Exactly the same as the primary analysis.

The confidence interval's a little
wider and the P value's 0.07.

So let's think back to
the Hawk Bird procedure.

Do all of them meet 0.05?

They don't.

The first one did the other two didn't.

Do two of them meet 0.025?

No, actually none of them meet 0.025

and none of them met 0.0167.

So according to the primary analysis
methodology, the controlling of

the experiment wide type one error
rate, this trial is not significant.

Statistical significance
Was, was not shown.

Wow.

Again, a very interesting result
that time to cardiovascular death

or heart failure hospitalization
showed a significant P value.

So for example, the, the credible, the
confidence interval shown goes from 0.63

to 0.99.

That's the 95% confidence interval.

So what is the conclusion in the trial?

So I'm reading this, I'm looking at
the data, I'm looking at the results,

the conclusion and relevance for
the the paper in patients with heart

failure and iron deficiency, I.

Iron supplement did not significantly
reduce the time to first heart failure,

hospitalization, or cardiovascular death
in the overall cohort or in patients

with transference saturation less than
20%, or reduce the total number of heart

failure hospitalizations for placebo.

And in the little, uh, uh, figure
they show that talks about the

population, it's really very nice.

It's the, the cartoon of the, the
article, the conclusion says that iron

supplement was well tolerated, but
did not significantly improve outcomes

compared with placebo in patients with
heart failure and iron deficiency.

Okay.

So what, what does a statistician,
and by the way, this is

just me as the statistician.

I, I'm, I'm sure other statisticians
have a very different reaction to me.

So I read this and I really,
really struggled with this

from, from several points.

And so let me sort of
dive into the points.

The first part about this is, it, it just,
the, the scientific struggle I have that.
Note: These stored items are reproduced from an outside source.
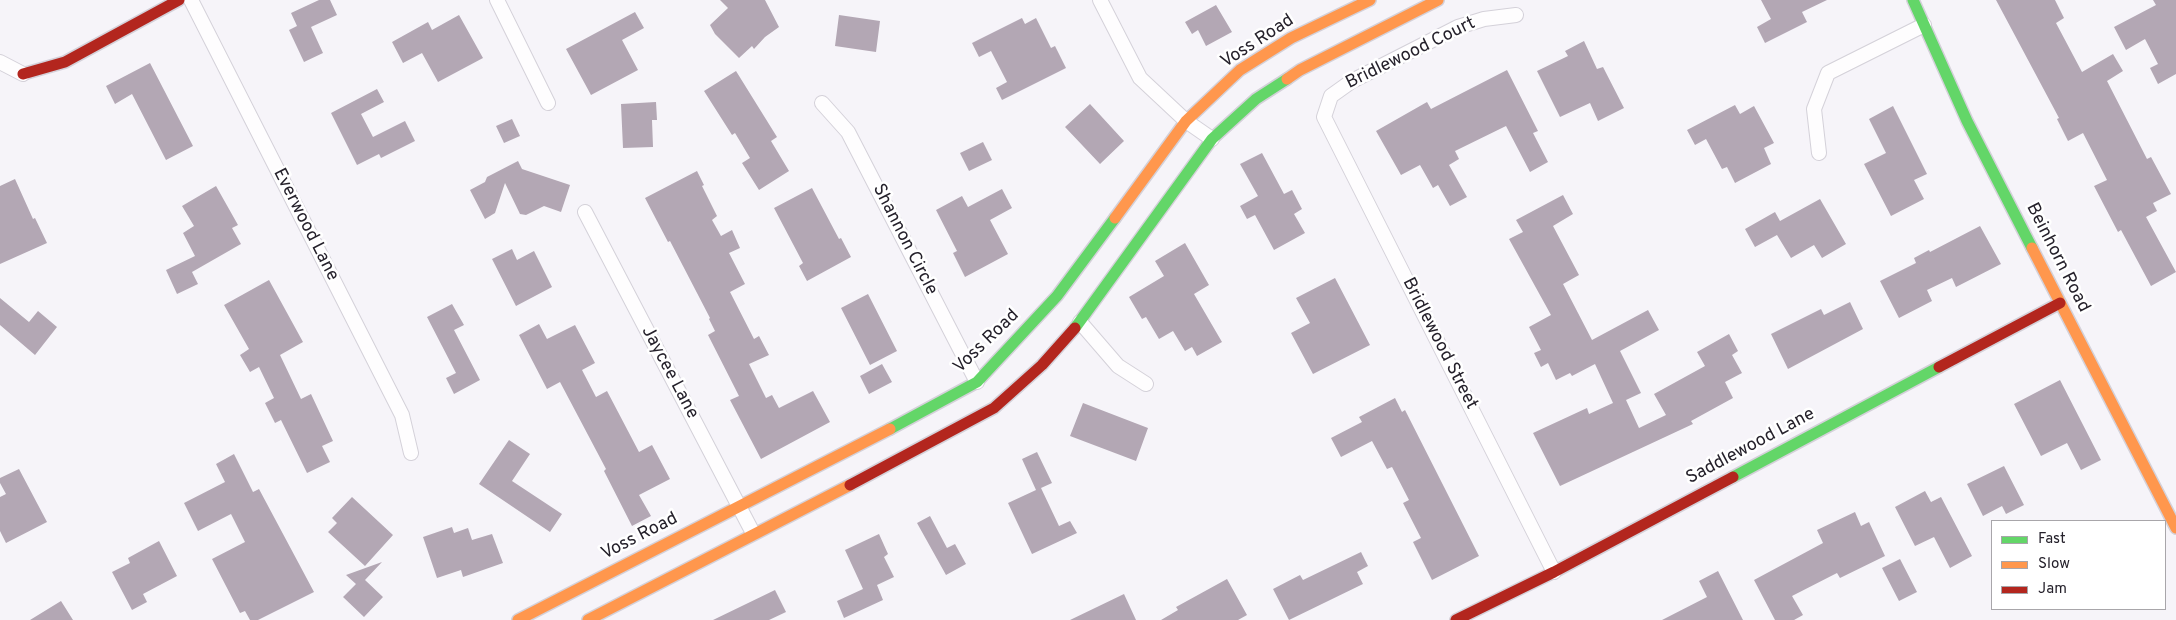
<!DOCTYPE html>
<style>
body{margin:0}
#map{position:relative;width:2176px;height:620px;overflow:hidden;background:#f6f4f9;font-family:Overpass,sans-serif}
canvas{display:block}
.legend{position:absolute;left:1991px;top:520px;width:175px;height:90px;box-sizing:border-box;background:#fff;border:1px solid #a8a6aa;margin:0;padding:6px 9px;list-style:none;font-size:15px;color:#25212b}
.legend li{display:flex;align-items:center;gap:10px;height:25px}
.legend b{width:25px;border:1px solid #a8a6aa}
</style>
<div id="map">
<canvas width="2176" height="620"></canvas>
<ul class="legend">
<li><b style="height:6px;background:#63d668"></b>Fast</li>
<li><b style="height:6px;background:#ff974d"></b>Slow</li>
<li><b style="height:6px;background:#b3261e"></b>Jam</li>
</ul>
</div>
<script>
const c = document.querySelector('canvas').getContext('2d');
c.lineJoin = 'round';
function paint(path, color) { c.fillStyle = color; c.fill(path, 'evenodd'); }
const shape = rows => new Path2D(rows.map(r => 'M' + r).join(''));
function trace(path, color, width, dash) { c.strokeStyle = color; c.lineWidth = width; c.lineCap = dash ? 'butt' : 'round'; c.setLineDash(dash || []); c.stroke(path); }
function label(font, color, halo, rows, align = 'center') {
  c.font = font + ' Overpass,sans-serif'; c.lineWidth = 5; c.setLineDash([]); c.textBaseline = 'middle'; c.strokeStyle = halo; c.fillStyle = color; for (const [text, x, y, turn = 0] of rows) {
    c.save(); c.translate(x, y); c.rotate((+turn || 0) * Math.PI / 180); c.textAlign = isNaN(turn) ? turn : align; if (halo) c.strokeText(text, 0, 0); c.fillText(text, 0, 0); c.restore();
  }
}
const building = shape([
 [319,0,330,0,337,15,311,27,323,53,304,62,289,30,297,26,291,13],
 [720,0,765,0,779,27,765,37,754,49,752,46,739,58,715,34,710,25,728,8],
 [1761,0,1827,0,1802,12,1807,22,1765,43,1757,27,1771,19],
 [1996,0,2055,0,2064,18,2056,23,2082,72,2113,54,2123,71,2107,81,2147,159,2151,157,2171,194,2153,203,2157,211,2146,217,2176,272,2151,286,2121,230,2118,232,2094,186,2107,180,2083,133,2068,141,2057,119,2059,118],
 [2153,0,2176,0,2176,74,2158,84,2150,68,2158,64,2145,39,2126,50,2114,27,2156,5],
 [1216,5,1232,32,1206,46,1198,30,1192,34,1185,22],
 [635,12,644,28,622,40,638,70,591,95,566,49],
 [459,15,483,58,438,82,422,53,403,63,392,42,428,22,432,30],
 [839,15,880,21,876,52,835,46],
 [1022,18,1025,24,1036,18,1051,48,1055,46,1066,68,1002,100,996,88,1007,82,991,51,979,57,972,43],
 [1584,41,1597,69,1603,67,1624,108,1598,121,1590,103,1560,117,1537,71,1568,56,1565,51],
 [150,63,193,146,166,160,132,94,115,104,106,86],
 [1507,70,1538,131,1533,133,1548,162,1530,172,1506,126,1455,151,1459,159,1449,165,1467,197,1450,206,1438,185,1433,188,1420,165,1401,175,1376,131,1427,102,1431,109],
 [736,71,777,137,771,141,789,171,759,190,742,163,750,158,735,133,732,135,704,91],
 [377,89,384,102,361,114,373,137,405,121,415,141,381,158,379,154,357,165,331,113],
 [656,102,657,120,652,120,653,147,623,148,621,104],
 [1090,104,1124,141,1100,164,1065,127],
 [1735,105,1740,114,1754,106,1774,143,1764,148,1771,164,1735,183,1727,167,1722,169,1706,139,1695,145,1687,130],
 [1893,106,1927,174,1914,180,1924,199,1891,216,1864,164,1886,153,1869,119],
 [512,119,520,136,504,143,496,126],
 [983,142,992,160,969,171,960,153],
 [1262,153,1284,194,1292,190,1302,209,1294,214,1305,233,1274,250,1255,215,1247,219,1240,206,1258,196,1240,164],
 [518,161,522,169,570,185,561,212,544,206,526,215,520,214,505,183,495,213,485,219,470,190,485,182,487,177],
 [697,171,704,185,702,186,717,216,712,220,721,236,732,230,740,248,729,253,745,284,730,292,754,339,759,336,769,355,749,364,766,398,772,395,779,408,813,391,830,422,761,459,730,400,739,396,708,335,715,331,709,319,710,318,670,241,668,242,645,198],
 [15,179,33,219,35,218,47,243,0,264,0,186],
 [216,186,238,225,232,228,241,244,192,272,198,284,177,294,166,270,195,256,183,233,194,226,182,206],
 [812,188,839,239,841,238,851,257,807,281,799,266,803,263,774,208],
 [1002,189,1012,208,990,220,1008,254,965,277,953,253,957,251,936,210,962,196,968,207],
 [1563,195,1573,214,1553,226,1579,275,1563,284,1592,340,1648,310,1659,330,1620,351,1641,393,1626,400,1639,428,1666,415,1654,394,1705,366,1697,352,1729,334,1738,351,1732,355,1742,373,1725,382,1733,398,1691,421,1693,424,1560,486,1533,433,1587,408,1589,414,1613,403,1595,364,1572,376,1570,373,1556,380,1548,363,1541,367,1534,353,1541,350,1529,327,1551,315,1509,239,1523,232,1516,220],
 [1820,199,1846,244,1822,258,1814,245,1791,258,1777,235,1755,247,1745,229,1775,212,1780,221],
 [1980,226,2001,264,1956,287,1952,278,1927,290,1932,301,1899,318,1880,281,1916,263,1914,258,1929,250,1930,252],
 [1185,243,1209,285,1194,294,1222,342,1197,356,1192,347,1185,351,1173,331,1159,339,1146,317,1142,319,1129,297,1164,276,1155,261],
 [512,249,517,260,534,251,552,287,516,306,492,259],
 [1335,278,1370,345,1313,374,1291,333,1310,323,1296,298],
 [269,280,303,342,280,355,301,399,311,394,333,441,322,446,330,462,307,473,281,420,275,423,265,403,274,398,259,367,250,372,240,355,249,349,224,305],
 [868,294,897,351,870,365,841,308],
 [0,298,29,322,38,311,57,327,35,355,0,325],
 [1850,302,1863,329,1788,369,1771,334,1821,309,1824,315],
 [452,304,464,325,454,330,480,380,454,394,446,378,456,373,427,317],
 [539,324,547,339,575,325,595,363,582,370,596,397,607,391,639,452,652,445,670,479,639,495,651,516,632,526,604,471,606,469,560,382,547,389,519,335],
 [882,364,892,382,869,394,860,376],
 [2060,380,2101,460,2081,470,2067,443,2041,456,2014,404],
 [1395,398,1402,412,1405,410,1479,556,1432,580,1413,542,1421,538,1403,503,1409,500,1392,467,1387,469,1372,441,1341,457,1331,438,1362,422,1359,417],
 [1083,403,1148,428,1136,461,1070,436],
 [509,440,530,454,512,481,562,514,550,532,479,484],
 [1037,452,1052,483,1041,488,1059,526,1070,521,1077,533,1032,554,1008,503,1036,490,1022,459],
 [234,454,253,492,259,489,314,592,258,620,250,620,245,611,240,613,212,559,245,542,231,514,198,531,184,503,225,482,216,464],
 [2004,466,2024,505,2006,514,2002,506,1983,516,1967,484],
 [19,469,47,522,6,543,0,531,0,497,6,494,0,483,0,478],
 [1925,491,1931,502,1941,497,1972,556,1950,568,1934,537,1915,546,1895,507],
 [352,497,393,535,365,566,328,532,337,523,332,518],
 [1855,512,1861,526,1869,522,1885,556,1840,578,1837,573,1792,596,1803,615,1794,620,1775,620,1754,580,1823,543,1817,530],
 [930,516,947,548,955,544,966,564,946,575,917,523],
 [452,527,454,533,468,528,472,540,492,534,503,563,463,577,461,570,437,578,423,537],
 [879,534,888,554,884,557,894,577,877,585,883,600,844,618,837,601,863,589,845,550],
 [159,541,177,576,143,594,147,602,132,610,112,572,130,563,128,558],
 [1361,552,1368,566,1357,572,1363,584,1289,620,1273,589,1300,575,1303,580],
 [1900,559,1917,592,1899,601,1882,568],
 [382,562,365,580,383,597,364,617,343,597,356,584,346,575],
 [1718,571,1743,620,1662,620,1707,597,1699,581],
 [1227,579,1247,615,1238,620,1161,620,1178,610,1176,607],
 [775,590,786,612,769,620,713,620],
 [1124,594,1136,620,1070,620],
 [61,601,73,620,30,620]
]);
const street = shape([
 [191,0,402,415,411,453],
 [497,0,548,103],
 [1100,0,1140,78,1186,121,1212,139],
 [1516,15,1484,19,1458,27,1352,81,1331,96,1324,117,1554,572],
 [0,62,23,74],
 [822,103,848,132,977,382],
 [1819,153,1814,109,1828,73,1924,25],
 [585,212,753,533],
 [1080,322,1118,366,1146,384]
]);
const fast = shape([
 [1913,0,1967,121,2032,248],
 [1075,328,1212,139,1256,99,1287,79],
 [890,429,977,382,1057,296,1115,218],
 [1733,477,1939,367]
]);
const slow = shape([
 [1287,79,1300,70,1438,0],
 [1115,218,1186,121,1240,70,1291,38,1370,0],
 [2032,248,2176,528],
 [518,620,890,429],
 [588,620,850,485]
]);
const jam = shape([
 [23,74,65,62,179,0],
 [1939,367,2060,303],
 [850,485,994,408,1042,365,1075,328],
 [1456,620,1554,572,1733,477]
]);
const streetNames = [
 ["Voss Road",1258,42,-33],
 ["Bridlewood Court",1411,54,-26],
 ["Everwood Lane",305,225,63],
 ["Shannon Circle",904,240,63],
 ["Beinhorn Road",2057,258,63],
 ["Voss Road",987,342,-44],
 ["Bridlewood Street",1439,344,63],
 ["Jaycee Lane",669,373,62],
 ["Saddlewood Lane",1751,447,-28],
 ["Voss Road",640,537,-27]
];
paint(building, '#b3a7b4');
trace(street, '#d4d1d9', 16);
trace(fast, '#d4d1d9', 14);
trace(slow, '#d4d1d9', 14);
trace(jam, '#d4d1d9', 14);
trace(street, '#fefdfe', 14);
trace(fast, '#63d668', 11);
trace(slow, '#ff974d', 11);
trace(jam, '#b3261e', 11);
label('18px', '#25212b', '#fff', streetNames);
</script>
We report trials as black and white.

They're significant or they're not.

And in this trial where the only reason
it's not significant is because that

overall cohort on cardiovascular death
and heart failure, hospitalization was

part of a, a multiple testing procedure.

So it was, it was incredibly
close to being significant.

But it wasn't, the conclusion of
this trial is that iron supplement

doesn't help patients, doesn't change
the clinical outcome of patients.

A Bayesian analysis say of that primary
endpoint would say there's, assuming a

non uh, informative prior would be a 98%
probability that iron supplement benefits.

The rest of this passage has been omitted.